**WORK REQUEST:** Looking at the listing beneath, work out how many lines hold "position" and report only that figure.

**DATA TO EXAMINE:**
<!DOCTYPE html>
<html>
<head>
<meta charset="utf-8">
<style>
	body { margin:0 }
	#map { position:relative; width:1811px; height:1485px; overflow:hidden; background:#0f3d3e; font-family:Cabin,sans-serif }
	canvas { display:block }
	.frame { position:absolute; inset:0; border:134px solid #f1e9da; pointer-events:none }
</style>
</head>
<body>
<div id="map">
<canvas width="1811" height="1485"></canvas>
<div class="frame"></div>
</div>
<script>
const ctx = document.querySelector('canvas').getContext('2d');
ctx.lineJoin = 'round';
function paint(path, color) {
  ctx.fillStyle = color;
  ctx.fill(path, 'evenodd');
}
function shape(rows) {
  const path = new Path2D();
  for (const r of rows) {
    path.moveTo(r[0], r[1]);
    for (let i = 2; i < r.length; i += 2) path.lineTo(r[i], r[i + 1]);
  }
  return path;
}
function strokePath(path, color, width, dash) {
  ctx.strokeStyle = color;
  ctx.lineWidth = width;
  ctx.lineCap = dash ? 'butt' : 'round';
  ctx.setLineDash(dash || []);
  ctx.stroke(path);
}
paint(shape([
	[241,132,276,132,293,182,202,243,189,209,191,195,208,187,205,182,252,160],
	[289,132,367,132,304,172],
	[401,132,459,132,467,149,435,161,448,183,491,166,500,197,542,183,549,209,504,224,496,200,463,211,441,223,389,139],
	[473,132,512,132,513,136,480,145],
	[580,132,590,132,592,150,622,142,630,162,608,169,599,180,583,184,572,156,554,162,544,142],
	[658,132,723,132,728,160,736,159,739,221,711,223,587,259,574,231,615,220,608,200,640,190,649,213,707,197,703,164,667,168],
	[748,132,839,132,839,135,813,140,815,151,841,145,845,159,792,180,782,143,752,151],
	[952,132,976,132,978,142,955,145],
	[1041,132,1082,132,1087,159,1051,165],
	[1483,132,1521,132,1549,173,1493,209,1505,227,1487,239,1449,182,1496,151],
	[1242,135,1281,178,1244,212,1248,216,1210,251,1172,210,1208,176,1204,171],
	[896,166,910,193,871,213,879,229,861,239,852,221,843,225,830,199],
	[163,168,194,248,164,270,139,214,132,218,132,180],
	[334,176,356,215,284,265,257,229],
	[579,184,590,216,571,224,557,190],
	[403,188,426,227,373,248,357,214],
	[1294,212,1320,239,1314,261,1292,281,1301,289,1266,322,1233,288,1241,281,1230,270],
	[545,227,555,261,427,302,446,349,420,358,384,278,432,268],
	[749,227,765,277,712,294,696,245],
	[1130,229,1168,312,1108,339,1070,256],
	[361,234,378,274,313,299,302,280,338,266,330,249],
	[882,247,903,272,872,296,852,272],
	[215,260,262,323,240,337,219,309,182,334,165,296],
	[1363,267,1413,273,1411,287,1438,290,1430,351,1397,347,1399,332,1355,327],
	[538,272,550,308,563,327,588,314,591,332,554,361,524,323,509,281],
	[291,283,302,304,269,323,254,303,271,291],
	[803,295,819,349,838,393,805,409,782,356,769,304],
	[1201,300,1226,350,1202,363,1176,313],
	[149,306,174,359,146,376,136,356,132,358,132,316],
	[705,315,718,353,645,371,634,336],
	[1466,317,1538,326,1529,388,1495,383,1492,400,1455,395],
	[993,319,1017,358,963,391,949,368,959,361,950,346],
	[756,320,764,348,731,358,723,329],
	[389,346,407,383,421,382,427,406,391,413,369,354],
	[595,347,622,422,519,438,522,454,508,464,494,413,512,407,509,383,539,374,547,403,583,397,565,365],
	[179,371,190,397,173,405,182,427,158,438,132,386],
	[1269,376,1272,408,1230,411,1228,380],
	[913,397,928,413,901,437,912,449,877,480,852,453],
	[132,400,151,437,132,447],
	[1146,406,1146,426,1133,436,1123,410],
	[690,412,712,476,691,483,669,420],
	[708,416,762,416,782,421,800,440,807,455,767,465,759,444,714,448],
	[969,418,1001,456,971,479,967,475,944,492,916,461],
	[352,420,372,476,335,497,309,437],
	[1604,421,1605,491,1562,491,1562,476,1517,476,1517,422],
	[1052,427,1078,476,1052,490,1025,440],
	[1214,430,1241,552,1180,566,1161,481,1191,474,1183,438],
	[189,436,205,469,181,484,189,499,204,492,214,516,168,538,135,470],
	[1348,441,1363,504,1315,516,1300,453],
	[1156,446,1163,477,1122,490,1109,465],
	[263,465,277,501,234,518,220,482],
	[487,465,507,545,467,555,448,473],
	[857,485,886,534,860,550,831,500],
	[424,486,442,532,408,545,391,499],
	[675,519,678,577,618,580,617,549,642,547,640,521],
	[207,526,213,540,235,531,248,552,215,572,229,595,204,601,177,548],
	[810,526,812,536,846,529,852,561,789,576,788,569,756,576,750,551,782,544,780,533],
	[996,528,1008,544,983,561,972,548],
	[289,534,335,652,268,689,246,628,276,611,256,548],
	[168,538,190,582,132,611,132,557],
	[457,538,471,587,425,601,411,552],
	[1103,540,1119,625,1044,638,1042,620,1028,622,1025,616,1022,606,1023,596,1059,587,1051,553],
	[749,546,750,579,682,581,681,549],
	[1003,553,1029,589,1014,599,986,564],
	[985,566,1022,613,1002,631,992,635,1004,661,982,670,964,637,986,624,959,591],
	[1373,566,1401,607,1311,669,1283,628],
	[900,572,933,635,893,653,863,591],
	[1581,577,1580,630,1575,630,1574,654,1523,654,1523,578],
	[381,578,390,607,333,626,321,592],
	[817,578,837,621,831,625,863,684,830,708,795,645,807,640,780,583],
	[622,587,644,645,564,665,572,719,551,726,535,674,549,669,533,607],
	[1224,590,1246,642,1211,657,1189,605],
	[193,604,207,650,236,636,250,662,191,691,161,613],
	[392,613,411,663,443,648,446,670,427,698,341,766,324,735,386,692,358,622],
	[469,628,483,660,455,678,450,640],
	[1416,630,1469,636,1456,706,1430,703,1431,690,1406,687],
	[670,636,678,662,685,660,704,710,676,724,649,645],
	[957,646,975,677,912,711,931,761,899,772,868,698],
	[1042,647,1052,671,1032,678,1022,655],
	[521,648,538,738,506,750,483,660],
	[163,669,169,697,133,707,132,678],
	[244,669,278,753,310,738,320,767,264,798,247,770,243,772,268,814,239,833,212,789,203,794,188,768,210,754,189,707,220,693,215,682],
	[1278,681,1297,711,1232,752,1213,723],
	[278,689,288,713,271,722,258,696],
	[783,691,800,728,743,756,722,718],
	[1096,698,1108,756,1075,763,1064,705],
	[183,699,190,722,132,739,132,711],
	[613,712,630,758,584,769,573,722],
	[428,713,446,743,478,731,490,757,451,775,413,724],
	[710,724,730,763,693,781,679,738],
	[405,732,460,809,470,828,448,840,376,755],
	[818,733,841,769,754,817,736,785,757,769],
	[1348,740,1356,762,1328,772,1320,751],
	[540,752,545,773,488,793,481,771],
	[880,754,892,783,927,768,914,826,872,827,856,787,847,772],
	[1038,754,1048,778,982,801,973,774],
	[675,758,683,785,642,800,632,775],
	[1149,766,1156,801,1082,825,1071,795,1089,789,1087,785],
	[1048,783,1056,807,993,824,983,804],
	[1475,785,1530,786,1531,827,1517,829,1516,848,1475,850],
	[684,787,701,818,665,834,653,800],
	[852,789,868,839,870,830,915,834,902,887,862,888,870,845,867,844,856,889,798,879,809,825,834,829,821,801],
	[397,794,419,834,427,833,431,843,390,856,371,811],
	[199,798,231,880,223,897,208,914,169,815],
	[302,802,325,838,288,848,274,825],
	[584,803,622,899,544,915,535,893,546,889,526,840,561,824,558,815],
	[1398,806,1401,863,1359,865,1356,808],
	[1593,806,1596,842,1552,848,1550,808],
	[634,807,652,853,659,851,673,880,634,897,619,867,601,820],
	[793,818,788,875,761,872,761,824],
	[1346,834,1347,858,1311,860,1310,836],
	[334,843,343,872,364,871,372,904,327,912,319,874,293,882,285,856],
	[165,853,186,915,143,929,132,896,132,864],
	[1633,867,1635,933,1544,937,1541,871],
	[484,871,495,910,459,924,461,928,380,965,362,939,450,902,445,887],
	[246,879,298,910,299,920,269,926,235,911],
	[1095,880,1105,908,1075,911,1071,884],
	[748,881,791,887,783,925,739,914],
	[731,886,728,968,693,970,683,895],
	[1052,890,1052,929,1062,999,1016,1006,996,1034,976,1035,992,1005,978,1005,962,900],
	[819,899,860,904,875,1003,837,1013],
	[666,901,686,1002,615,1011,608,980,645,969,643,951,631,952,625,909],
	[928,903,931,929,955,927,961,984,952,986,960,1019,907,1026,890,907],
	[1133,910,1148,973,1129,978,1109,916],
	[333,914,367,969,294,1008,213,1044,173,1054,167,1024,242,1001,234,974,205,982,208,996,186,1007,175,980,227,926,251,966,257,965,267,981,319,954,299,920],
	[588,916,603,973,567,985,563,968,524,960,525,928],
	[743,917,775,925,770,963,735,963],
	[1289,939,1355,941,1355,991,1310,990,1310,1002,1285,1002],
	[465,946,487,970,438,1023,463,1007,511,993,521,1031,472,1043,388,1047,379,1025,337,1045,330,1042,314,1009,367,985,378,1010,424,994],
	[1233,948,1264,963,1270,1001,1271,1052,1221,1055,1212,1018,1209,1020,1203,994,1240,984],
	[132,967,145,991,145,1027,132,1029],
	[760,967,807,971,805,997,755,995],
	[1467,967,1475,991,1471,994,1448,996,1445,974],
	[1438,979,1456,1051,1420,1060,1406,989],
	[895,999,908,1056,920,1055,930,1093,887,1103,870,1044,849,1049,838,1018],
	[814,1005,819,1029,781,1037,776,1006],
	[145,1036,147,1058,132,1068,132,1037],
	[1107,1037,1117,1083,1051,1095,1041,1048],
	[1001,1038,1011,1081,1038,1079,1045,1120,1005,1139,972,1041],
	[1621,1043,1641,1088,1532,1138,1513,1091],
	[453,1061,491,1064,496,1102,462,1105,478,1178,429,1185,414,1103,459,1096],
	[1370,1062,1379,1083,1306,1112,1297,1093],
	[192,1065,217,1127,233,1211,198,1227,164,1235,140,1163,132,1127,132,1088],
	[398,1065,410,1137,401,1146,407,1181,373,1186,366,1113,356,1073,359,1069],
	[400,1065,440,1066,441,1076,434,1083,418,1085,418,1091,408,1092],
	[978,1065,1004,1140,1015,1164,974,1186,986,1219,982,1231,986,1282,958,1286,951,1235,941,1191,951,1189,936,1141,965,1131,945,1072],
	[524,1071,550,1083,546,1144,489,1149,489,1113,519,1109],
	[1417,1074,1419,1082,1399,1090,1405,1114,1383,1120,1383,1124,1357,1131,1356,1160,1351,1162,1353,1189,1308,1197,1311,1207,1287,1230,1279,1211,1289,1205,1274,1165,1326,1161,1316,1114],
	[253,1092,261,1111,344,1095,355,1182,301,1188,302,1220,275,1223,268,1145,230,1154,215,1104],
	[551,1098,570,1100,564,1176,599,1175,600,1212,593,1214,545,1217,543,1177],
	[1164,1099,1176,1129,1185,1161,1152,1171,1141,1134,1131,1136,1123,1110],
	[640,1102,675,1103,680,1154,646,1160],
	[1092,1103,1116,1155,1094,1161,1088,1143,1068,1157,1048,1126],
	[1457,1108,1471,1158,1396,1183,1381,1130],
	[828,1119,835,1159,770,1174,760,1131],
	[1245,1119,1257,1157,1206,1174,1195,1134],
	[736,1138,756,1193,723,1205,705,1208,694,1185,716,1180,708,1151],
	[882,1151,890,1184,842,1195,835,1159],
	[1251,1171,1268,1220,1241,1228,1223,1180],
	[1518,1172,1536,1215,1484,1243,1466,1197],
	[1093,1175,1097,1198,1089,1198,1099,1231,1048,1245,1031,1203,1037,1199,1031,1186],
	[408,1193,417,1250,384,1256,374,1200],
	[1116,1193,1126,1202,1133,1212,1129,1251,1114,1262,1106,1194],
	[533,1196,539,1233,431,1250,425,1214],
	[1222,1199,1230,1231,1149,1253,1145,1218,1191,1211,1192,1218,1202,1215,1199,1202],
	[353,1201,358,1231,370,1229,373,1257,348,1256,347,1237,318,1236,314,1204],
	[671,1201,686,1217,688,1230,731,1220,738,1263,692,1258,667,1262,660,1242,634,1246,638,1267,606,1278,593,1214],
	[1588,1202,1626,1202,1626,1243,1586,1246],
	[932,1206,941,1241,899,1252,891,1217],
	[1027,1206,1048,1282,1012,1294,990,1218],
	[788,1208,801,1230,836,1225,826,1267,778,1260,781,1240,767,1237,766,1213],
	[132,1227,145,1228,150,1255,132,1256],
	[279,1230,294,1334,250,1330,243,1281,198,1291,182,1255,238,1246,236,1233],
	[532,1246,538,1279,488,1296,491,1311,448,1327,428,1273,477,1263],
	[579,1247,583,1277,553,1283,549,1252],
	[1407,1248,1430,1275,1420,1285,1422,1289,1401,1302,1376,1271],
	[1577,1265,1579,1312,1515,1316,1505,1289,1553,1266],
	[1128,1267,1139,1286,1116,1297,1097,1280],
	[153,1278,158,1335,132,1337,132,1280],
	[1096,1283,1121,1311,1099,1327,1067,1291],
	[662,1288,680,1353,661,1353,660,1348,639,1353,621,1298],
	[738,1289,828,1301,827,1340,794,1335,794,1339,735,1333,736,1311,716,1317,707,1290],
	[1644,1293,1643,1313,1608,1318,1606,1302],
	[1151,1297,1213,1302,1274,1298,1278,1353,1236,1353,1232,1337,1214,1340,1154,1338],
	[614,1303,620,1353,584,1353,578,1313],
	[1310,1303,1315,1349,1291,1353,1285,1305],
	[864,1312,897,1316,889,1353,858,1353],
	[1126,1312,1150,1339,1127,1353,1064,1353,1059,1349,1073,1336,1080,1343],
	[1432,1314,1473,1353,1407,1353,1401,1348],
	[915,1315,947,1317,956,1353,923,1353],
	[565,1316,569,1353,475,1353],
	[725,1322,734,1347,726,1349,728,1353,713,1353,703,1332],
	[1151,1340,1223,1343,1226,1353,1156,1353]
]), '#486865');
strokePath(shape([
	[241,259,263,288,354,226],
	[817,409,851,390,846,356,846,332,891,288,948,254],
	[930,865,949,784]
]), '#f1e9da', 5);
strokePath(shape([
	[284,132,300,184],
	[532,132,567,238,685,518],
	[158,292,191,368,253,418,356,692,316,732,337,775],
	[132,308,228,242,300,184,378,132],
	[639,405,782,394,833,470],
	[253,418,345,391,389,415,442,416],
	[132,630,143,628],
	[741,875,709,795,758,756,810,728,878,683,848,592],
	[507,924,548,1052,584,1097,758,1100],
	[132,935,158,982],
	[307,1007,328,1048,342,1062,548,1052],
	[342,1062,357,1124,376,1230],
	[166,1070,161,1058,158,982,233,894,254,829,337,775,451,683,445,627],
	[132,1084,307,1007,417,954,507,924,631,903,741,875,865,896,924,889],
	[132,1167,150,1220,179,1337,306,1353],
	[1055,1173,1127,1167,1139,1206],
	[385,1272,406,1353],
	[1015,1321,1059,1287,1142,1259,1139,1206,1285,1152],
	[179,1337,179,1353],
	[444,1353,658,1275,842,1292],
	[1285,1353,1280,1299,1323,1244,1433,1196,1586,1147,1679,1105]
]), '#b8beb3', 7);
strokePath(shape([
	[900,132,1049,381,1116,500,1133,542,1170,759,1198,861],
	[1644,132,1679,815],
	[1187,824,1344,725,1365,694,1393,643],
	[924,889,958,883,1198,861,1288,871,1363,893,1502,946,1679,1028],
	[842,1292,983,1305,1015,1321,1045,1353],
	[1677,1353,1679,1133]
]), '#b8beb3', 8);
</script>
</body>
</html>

**SOLUTION TO THIS TASK:** 2